TLA+/Pluscal solution for modeling of 2-phase commit transactions
I had posted about the second TLA+ project I assigned for the distributed systems class the other day. Here is the solution to the project. The solution is pretty simple and straightforward. (This was built by modifying the /P2TCommit.tla/ at Lamport's site to add a TM and a BTM agent).
Lines 12-13 set the initial RMstates for each replica and the initial TMstate.
Lines 15-18 define the canCommit and canAbort conditions. If all RMs are "prepared" (they are ready for a commit decision), the TM uses this to set tmState="commit". CanCommit is also true if there is an RM that already has "committed" state. This is possible if the TM already made the "commit" decision and an RM went ahead with it and transitioned to "committed" from "prepared". Then if the TM failed, and BTM is to make a decision, the BTM sets tmState="commit" in order to keep Consistency.
If there exists an RM with "abort" state or an RM with a "failed" state, canAbort becomes truthified, provided that there does not exist an RM with "committed" state. This Line 18 is there to prevent inconsistency with the Line 16 condition. If there is a failed node, it is possible to Abort, but not if a previous Commit was signaled and made an RM="committed".
Lines 37-38 show the actions RM take. Since "working" and "prepared" states are nonterminal states, the RM keeps trying an action until a terminal state is reached. The RM may call one of the macros Prepare, Decide, and Fail.
Prepare first checks that the RM is in "working" state, and if so transitions it to the "prepared" state. (In the 2-phase commit implementations, generally this happens upon a prepare-request sent by the TM, but this modeling keeps things simple and abstracts that away.)

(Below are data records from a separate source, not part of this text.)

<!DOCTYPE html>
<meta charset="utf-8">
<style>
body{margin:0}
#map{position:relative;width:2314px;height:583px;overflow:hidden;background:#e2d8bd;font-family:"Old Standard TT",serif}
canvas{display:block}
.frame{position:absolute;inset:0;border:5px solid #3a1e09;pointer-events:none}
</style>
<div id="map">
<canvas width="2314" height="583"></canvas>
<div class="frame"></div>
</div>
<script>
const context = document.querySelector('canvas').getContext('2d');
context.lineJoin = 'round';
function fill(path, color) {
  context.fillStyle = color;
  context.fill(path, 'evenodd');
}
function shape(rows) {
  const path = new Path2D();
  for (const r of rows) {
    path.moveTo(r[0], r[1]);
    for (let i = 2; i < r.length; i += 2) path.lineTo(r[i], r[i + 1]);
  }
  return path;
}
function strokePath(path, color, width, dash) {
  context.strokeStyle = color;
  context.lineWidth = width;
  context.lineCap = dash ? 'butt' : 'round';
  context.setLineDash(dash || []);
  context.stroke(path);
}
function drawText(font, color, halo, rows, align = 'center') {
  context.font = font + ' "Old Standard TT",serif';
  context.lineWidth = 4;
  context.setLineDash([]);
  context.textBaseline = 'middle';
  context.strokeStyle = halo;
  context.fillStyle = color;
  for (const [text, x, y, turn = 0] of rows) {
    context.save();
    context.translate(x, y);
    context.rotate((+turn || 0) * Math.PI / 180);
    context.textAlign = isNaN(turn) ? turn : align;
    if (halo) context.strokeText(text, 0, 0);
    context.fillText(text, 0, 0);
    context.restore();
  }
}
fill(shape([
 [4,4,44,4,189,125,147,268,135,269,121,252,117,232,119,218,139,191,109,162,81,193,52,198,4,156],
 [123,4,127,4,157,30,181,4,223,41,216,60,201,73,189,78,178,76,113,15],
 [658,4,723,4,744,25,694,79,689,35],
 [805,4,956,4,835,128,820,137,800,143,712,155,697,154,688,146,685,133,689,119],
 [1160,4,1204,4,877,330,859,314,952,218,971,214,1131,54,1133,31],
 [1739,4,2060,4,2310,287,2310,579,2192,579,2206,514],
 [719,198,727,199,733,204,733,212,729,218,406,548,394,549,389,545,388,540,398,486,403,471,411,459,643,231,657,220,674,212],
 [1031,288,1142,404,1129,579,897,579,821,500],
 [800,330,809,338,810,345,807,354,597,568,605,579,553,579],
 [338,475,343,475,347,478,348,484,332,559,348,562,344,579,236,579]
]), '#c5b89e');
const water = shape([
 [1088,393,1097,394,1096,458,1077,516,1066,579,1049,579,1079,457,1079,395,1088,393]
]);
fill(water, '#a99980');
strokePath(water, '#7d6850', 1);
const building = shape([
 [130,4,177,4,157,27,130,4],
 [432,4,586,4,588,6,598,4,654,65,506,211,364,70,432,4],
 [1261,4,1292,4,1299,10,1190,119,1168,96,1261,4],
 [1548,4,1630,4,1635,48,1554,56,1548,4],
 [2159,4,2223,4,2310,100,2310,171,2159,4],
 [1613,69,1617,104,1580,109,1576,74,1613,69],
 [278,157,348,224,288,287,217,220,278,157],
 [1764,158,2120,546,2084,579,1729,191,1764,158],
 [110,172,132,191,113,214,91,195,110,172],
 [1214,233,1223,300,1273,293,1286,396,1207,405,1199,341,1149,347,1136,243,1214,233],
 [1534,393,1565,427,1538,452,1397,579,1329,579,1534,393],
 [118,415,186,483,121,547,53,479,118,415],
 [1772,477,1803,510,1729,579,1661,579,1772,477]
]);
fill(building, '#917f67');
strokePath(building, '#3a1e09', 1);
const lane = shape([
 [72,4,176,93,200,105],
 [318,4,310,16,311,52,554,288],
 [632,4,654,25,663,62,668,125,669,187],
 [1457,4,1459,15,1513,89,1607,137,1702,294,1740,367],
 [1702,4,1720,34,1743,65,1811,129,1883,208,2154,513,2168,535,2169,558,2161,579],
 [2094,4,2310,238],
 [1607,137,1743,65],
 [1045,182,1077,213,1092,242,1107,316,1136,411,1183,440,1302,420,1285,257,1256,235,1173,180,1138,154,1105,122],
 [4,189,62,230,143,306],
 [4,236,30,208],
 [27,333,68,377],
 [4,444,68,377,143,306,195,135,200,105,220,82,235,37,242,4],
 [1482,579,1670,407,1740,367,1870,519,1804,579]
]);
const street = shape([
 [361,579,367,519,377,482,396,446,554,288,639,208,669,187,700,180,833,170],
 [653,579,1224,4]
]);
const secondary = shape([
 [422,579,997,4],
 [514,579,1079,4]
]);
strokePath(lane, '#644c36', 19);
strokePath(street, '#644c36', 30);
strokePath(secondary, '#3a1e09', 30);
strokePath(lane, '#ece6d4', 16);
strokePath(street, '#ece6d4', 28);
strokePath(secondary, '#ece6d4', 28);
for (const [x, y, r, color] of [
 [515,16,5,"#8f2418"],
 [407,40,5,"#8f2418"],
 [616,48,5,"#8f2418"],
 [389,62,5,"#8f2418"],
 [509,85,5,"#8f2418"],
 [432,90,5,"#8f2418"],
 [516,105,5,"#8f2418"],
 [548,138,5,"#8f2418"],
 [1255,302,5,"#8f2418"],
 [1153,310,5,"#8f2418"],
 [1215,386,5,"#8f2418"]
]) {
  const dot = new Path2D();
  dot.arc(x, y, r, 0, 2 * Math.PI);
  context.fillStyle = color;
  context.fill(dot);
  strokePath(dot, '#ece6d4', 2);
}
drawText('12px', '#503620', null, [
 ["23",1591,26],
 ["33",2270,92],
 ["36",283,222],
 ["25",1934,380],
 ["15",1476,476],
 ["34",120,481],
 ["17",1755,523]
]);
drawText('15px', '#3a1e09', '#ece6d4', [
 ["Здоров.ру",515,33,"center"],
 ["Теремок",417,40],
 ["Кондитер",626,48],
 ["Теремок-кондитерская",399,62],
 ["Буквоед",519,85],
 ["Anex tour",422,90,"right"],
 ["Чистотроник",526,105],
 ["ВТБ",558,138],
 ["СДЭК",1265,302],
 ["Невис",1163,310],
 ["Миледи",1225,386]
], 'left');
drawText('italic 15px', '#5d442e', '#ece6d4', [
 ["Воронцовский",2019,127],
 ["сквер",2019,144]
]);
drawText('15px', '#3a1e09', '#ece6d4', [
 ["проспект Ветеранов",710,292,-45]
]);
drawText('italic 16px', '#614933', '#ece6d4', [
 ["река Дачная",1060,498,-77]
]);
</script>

Decide changes the RM state to "committed" if tmState="commit", and changes it to "aborted" if tmState="abort". Note that, when Decide is called RM is either in "working" or "prepared" state. As the canCommit condition shows above tmState goes to "commit" only if all RMs are in "prepared" state, so the allowed transitions for RM is prepared->committed, prepared->aborted, and working->aborted.
Fail changes the RM state to "failed".
Don't worry about all RMs go to failed, the model checker is going to check all possible scenarios including all up, one down (at any of the dozens of possible points in computation), two down (at any of the dozens of possible points in computation).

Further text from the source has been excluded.